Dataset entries
- Opening Delimiter -

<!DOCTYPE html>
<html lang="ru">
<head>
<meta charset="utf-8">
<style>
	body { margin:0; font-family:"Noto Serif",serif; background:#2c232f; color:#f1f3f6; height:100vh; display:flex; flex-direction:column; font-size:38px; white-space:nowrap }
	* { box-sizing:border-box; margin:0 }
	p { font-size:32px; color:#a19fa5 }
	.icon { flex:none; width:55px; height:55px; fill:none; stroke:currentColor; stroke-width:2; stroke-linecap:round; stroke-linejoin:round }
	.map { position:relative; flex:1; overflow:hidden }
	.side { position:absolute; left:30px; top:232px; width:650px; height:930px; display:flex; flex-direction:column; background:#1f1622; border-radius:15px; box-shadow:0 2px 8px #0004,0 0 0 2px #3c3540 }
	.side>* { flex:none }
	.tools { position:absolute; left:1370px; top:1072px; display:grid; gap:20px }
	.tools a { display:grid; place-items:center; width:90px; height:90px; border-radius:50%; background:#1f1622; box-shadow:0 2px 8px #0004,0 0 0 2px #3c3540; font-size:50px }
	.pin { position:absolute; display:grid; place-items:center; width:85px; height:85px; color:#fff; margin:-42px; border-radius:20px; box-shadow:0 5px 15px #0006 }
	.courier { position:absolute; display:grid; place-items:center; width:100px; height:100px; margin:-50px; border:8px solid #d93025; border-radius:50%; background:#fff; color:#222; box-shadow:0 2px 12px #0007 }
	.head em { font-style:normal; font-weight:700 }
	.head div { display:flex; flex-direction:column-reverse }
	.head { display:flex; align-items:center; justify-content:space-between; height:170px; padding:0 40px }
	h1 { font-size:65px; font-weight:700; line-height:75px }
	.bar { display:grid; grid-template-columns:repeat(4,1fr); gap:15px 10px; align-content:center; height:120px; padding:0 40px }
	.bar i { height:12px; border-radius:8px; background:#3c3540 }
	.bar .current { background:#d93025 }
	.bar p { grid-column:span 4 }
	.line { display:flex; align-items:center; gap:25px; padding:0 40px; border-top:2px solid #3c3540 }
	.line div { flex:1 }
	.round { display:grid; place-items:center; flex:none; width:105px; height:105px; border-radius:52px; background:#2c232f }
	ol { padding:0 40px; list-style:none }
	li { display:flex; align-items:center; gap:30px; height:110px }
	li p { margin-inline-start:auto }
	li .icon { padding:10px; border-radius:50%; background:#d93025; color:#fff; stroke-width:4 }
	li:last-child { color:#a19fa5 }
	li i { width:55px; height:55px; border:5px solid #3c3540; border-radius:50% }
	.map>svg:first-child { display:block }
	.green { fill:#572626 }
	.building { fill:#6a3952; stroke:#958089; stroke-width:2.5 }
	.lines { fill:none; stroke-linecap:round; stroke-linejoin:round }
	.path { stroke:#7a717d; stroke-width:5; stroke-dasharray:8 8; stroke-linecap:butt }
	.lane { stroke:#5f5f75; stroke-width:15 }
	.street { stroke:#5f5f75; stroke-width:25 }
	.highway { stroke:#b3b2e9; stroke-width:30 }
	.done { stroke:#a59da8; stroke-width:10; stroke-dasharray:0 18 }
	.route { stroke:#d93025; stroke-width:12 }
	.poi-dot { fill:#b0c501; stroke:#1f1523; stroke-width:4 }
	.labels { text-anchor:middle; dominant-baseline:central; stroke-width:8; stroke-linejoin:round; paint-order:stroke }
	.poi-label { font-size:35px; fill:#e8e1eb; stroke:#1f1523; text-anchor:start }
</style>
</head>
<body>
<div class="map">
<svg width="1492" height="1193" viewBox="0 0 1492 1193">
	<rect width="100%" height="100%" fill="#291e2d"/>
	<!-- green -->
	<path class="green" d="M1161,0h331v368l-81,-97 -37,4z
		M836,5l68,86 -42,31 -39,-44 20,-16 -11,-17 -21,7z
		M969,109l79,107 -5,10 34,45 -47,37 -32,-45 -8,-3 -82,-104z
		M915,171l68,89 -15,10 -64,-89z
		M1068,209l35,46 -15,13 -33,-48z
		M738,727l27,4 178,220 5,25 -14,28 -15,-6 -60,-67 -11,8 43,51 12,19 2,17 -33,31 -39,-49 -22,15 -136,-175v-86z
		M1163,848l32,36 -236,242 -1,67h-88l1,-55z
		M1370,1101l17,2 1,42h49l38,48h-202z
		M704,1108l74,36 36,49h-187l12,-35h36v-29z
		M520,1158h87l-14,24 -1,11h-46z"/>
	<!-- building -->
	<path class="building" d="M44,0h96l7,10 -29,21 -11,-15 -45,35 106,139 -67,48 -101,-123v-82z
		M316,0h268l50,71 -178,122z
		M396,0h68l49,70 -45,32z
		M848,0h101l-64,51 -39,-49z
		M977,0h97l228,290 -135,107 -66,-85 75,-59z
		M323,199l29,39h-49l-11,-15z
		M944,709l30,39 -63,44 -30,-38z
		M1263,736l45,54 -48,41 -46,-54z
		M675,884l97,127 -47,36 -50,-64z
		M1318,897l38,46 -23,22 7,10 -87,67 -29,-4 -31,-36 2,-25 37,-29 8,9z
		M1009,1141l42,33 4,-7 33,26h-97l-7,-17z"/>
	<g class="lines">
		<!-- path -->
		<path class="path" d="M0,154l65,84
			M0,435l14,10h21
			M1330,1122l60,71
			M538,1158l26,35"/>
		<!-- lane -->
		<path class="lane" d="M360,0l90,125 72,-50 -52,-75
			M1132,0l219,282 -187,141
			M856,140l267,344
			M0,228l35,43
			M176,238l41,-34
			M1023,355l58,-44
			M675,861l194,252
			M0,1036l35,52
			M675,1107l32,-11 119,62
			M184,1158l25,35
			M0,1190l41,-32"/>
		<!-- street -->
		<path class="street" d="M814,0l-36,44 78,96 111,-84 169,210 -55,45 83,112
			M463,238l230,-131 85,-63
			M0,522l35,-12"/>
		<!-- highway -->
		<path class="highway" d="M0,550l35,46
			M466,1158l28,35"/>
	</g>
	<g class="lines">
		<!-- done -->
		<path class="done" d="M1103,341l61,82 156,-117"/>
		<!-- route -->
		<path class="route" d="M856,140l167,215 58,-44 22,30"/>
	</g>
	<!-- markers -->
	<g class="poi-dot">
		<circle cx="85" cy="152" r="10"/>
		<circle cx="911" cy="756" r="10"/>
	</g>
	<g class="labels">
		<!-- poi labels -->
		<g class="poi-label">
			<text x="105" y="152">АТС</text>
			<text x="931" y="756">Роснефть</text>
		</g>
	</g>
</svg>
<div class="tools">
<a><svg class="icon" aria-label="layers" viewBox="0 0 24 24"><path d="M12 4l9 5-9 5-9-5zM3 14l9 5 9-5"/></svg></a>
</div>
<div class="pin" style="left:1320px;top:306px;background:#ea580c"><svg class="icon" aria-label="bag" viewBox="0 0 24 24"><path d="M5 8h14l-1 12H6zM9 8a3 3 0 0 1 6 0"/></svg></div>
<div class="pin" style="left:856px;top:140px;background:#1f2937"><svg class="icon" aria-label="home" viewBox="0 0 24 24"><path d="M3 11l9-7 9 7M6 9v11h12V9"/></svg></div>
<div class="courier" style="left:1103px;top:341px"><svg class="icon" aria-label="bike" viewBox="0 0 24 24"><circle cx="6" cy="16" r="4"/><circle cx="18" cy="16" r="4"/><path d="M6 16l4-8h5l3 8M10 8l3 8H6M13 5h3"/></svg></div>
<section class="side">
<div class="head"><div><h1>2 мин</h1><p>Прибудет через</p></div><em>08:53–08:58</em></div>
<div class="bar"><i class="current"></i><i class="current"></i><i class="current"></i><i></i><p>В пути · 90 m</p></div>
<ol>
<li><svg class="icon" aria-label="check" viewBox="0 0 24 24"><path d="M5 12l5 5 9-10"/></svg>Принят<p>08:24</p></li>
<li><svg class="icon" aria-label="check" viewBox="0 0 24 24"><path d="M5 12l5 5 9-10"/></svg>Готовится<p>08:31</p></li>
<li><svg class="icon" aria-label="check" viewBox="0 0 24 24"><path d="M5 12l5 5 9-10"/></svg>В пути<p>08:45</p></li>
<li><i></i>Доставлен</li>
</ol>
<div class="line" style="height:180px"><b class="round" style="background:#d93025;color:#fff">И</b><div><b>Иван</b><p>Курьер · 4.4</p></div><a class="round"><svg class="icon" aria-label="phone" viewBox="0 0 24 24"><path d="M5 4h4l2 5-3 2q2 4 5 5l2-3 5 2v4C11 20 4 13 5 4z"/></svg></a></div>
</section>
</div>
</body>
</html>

- Closing Delimiter -

• AIM OF THE TASK
Read the data above and pull out each line that holds the string "пути".

• YOUR RESPONSE
<div class="bar"><i class="current"></i><i class="current"></i><i class="current"></i><i></i><p>В пути · 90 m</p></div>
<li><svg class="icon" aria-label="check" viewBox="0 0 24 24"><path d="M5 12l5 5 9-10"/></svg>В пути<p>08:45</p></li>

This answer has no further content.